Les « mercenaires africains », dont certains s’expriment en français et qui sont en première ligne de la répression des manifestants sont le résidu de tous les conflits dans lesquels le président libyen s’est ingéré durant quatre décennies.
Au début des années 70, peu après sa prise de pouvoir, Kadhafi, qui rêve de prendre la tête d’un grand Etat saharien, se présente comme le protecteur naturel de tous les peuples nomades du Sahara et du Sahel. Entrant en concurrence avec la France qui soutient les régimes post-coloniaux, il contribue à la formation militaire de la future rébellion touareg en intégrant de jeunes nomades, frappés par la sécheresse au Mali et au Niger, dans une « Légion islamique » qui s’entraîne dans le sud de la Libye. Cette Légion sera la matrice d’où sortiront les combattants du GSPC puis de l’AQMI (Al Qaida au Maghreb islamique). Kadhafi intervient aussi au Tchad, où il soutient les nomades toubous et leur chef Goukouni Oueddei, puis Hissène Habré et enfin le chef d’Etat actuel Idriss Deby.
Par la suite, Kaddhafi élargit son champ d’action. Via le Tchad, il appuie certains groupes rebelles du Darfour et, en Afrique de l’Ouest, soutient Charles Taylor au Liberia et Lansana Kouyaté en Guinée. Les adversaires de Mobutu sont régulièrement accueillis à Tripoli et, en 1986, une délégation congolaise dont fait partie Laurent-Désiré Kabila échappe de justesse au bombardement américain… C’est que l’Afrique centrale intéresse le Guide de la révolution libyenne : il se présente comme le « roi des rois traditionnels » et voudrait financer un projet pharaonique, réalimenter le lac Tchad puis la nappe phréatique libyenne grâce aux eaux du fleuve Congo !

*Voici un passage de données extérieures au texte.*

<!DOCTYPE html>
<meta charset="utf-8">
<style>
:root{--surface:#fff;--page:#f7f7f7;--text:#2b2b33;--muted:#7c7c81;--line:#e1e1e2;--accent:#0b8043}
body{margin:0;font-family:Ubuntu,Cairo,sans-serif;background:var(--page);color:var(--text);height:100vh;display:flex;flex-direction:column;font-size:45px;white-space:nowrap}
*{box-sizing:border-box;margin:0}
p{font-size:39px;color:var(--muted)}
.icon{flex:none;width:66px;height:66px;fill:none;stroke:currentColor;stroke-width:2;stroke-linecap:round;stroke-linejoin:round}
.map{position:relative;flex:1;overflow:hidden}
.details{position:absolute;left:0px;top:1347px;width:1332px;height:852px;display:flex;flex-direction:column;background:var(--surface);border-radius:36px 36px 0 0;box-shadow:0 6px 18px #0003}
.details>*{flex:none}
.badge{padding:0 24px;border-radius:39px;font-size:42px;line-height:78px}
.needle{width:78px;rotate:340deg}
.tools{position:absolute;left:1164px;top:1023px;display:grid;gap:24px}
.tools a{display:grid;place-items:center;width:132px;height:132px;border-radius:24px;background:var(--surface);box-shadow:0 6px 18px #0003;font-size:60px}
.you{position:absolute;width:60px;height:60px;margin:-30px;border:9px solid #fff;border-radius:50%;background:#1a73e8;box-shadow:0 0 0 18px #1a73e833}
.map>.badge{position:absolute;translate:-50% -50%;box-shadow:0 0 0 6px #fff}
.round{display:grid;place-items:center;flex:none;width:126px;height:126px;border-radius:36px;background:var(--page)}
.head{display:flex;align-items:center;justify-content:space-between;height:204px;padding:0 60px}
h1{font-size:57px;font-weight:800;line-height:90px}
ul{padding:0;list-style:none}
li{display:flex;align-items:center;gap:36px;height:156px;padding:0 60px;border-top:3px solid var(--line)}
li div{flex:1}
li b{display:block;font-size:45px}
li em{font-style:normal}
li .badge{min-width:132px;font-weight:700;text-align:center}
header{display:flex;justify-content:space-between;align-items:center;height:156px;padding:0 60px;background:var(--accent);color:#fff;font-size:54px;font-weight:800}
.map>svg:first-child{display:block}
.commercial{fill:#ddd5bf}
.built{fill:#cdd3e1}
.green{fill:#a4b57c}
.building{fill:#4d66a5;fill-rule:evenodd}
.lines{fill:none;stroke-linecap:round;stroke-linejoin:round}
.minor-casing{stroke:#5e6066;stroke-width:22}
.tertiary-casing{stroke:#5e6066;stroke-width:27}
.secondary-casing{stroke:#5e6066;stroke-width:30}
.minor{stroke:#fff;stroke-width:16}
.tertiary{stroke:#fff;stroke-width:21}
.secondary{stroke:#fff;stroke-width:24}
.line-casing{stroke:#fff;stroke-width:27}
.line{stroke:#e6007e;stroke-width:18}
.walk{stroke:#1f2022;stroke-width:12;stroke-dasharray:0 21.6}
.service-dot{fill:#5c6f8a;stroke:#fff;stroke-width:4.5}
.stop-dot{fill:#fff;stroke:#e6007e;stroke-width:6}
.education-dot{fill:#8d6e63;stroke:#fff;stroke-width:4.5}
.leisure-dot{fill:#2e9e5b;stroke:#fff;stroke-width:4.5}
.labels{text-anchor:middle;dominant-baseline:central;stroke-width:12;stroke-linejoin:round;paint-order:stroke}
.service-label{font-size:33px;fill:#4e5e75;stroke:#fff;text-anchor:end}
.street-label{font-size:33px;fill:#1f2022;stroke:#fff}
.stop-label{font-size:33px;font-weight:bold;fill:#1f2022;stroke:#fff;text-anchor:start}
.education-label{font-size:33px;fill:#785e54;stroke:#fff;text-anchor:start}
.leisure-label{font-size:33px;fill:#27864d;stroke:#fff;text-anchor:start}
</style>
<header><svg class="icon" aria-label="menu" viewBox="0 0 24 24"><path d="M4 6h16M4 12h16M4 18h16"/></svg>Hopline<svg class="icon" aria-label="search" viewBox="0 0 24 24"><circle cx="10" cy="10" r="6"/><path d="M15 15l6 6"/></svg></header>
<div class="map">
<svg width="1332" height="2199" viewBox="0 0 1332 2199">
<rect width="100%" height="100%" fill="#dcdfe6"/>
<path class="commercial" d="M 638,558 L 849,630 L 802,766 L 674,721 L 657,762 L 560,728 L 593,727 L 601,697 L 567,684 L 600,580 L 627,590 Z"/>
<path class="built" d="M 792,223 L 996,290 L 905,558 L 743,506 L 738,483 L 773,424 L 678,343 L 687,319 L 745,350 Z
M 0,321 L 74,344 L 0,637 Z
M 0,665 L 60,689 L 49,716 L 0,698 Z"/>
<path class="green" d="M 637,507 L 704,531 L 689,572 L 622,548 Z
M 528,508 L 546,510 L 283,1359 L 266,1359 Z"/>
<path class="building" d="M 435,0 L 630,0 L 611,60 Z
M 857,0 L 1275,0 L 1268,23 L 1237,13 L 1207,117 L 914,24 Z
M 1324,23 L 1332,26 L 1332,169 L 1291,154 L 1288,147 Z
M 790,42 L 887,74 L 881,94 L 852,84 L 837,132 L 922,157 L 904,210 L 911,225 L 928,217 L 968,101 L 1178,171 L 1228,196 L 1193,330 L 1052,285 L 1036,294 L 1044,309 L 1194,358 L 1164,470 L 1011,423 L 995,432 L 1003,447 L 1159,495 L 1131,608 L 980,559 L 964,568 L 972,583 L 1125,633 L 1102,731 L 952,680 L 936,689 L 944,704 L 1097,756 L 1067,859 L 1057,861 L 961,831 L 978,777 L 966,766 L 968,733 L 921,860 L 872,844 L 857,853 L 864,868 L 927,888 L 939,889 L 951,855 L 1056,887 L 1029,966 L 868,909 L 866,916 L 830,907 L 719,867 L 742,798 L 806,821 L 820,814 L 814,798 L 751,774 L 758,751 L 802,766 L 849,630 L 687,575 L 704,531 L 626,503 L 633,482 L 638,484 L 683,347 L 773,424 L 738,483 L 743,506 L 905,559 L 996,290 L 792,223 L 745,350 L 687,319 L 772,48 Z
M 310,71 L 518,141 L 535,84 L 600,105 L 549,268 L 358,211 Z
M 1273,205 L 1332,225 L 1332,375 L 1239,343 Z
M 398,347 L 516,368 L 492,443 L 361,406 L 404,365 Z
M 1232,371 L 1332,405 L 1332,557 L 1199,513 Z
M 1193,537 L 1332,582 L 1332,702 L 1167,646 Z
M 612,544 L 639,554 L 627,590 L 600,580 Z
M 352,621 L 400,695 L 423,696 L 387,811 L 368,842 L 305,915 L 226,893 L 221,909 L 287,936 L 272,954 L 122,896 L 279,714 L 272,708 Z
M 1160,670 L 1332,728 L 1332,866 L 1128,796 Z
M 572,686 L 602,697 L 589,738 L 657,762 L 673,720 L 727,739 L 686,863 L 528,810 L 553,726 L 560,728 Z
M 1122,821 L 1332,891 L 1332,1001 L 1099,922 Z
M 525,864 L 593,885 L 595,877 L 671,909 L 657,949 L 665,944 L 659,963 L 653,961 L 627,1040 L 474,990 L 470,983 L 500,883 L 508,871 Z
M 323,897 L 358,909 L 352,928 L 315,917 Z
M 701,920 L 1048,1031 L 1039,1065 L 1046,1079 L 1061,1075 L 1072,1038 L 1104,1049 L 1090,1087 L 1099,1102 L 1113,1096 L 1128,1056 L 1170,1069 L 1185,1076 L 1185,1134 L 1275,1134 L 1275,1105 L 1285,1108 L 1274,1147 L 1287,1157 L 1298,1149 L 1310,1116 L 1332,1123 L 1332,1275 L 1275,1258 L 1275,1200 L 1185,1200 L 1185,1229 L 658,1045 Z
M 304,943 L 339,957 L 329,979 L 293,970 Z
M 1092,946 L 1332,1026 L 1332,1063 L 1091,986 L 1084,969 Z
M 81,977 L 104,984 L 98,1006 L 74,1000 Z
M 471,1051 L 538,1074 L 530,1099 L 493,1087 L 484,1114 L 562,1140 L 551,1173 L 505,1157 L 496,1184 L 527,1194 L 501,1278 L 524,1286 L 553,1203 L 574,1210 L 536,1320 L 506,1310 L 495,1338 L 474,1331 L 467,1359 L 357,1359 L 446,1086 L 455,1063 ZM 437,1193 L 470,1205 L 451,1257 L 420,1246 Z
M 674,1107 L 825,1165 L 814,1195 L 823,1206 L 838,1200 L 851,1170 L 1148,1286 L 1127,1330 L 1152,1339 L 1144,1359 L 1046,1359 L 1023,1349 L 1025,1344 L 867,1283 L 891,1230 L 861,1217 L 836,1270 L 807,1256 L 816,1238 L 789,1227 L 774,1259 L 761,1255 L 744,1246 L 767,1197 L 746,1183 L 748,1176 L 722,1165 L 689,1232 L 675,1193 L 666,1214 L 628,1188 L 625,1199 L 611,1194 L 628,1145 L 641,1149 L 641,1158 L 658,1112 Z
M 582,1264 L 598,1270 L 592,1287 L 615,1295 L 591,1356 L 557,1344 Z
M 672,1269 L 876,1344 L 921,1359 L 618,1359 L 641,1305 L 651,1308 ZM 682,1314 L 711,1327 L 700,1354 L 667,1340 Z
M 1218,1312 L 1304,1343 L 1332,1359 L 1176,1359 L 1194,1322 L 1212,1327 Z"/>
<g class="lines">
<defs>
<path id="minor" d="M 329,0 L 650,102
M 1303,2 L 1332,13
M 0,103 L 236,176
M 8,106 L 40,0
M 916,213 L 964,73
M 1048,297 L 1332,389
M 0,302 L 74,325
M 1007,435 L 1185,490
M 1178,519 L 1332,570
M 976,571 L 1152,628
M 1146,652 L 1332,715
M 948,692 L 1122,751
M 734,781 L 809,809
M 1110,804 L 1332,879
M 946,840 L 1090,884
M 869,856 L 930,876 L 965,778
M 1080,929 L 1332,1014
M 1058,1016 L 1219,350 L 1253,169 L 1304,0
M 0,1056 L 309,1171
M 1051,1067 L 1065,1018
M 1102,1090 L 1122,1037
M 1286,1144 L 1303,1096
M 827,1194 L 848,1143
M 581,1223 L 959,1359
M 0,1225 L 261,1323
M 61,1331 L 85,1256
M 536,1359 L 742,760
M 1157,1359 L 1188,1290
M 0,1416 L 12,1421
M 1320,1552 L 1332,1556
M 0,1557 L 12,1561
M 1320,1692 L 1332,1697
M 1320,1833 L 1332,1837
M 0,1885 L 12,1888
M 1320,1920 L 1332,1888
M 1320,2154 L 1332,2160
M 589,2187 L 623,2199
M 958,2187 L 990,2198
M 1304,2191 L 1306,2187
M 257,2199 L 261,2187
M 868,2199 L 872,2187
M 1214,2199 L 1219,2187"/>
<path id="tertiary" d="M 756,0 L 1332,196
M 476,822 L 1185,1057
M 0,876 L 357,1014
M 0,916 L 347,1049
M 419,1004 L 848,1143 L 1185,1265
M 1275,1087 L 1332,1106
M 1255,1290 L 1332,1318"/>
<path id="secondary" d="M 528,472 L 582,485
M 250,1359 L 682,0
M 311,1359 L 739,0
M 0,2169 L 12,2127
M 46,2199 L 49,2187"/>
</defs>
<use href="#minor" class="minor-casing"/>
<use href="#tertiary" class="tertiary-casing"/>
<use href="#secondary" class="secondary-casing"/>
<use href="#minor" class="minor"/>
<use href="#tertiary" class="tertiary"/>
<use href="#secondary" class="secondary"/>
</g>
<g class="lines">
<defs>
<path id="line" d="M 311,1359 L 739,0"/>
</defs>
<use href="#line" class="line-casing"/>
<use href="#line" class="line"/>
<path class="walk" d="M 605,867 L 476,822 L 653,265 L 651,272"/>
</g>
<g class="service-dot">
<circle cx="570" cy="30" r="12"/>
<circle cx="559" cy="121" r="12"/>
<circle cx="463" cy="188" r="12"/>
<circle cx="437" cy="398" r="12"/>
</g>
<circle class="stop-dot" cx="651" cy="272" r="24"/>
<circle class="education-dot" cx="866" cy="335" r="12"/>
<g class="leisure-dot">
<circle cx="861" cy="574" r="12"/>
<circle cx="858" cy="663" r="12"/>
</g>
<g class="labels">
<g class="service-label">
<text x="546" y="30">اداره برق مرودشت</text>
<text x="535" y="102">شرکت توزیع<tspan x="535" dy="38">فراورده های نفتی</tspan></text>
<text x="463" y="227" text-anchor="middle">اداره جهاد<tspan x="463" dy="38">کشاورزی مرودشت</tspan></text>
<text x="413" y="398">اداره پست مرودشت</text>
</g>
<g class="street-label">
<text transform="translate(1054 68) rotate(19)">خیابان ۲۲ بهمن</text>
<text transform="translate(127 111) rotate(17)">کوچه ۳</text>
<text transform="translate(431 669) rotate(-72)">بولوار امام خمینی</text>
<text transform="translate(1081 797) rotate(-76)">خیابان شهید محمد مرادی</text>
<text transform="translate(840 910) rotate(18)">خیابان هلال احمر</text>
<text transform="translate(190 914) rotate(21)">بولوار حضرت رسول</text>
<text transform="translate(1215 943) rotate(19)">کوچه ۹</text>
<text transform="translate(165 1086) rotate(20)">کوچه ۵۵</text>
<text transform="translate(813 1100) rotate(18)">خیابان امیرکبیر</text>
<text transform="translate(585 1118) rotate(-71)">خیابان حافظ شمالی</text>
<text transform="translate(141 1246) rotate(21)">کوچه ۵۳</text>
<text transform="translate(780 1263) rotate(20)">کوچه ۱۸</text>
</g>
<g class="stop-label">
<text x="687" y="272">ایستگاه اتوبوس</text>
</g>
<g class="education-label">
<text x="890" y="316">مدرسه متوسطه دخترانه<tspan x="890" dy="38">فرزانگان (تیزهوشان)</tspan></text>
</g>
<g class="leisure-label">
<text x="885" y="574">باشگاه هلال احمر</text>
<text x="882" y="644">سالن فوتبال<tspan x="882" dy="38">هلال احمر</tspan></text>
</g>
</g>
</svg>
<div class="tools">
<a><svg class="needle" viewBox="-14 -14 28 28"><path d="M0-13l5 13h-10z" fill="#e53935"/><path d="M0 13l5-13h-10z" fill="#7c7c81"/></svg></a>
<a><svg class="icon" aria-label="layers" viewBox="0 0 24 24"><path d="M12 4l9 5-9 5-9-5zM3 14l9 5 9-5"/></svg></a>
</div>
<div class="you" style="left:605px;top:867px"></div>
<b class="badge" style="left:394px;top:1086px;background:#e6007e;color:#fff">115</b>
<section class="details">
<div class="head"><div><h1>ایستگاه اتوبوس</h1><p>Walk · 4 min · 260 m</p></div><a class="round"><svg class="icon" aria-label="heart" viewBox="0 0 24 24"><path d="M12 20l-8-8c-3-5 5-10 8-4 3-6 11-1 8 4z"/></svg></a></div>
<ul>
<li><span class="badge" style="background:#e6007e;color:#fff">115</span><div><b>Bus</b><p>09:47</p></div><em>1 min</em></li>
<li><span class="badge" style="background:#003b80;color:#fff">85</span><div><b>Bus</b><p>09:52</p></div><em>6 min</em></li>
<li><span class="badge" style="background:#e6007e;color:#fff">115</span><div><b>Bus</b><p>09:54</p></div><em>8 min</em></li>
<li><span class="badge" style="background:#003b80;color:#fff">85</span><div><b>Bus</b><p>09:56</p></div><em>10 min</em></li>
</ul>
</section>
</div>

C’est ainsi qu’en Centrafrique, en 2002, Kadhafi appuie le président Ange Patassé que les Français souhaitent remplacer par François Bozize. Lorsque l’armée centrafricaine fait appel aux troupes de Jean-Pierre Bemba, basées dans la province congolaise de l’Equateur, c’est Kadhafi qui paie la facture du corps expéditionnaire congolais, dont les exactions vaudront à Bemba de se retrouver inculpé par la Cour pénale internationale. Par la suite, ayant occupé en 2009 la présidence de l’Union africaine, Kadhafi assagi traitera avec les chefs d’Etat en place, tout en continuant à entretenir d’innombrables réseaux parallèles, composés de tous les «soldats perdus » de ses guerres africaines.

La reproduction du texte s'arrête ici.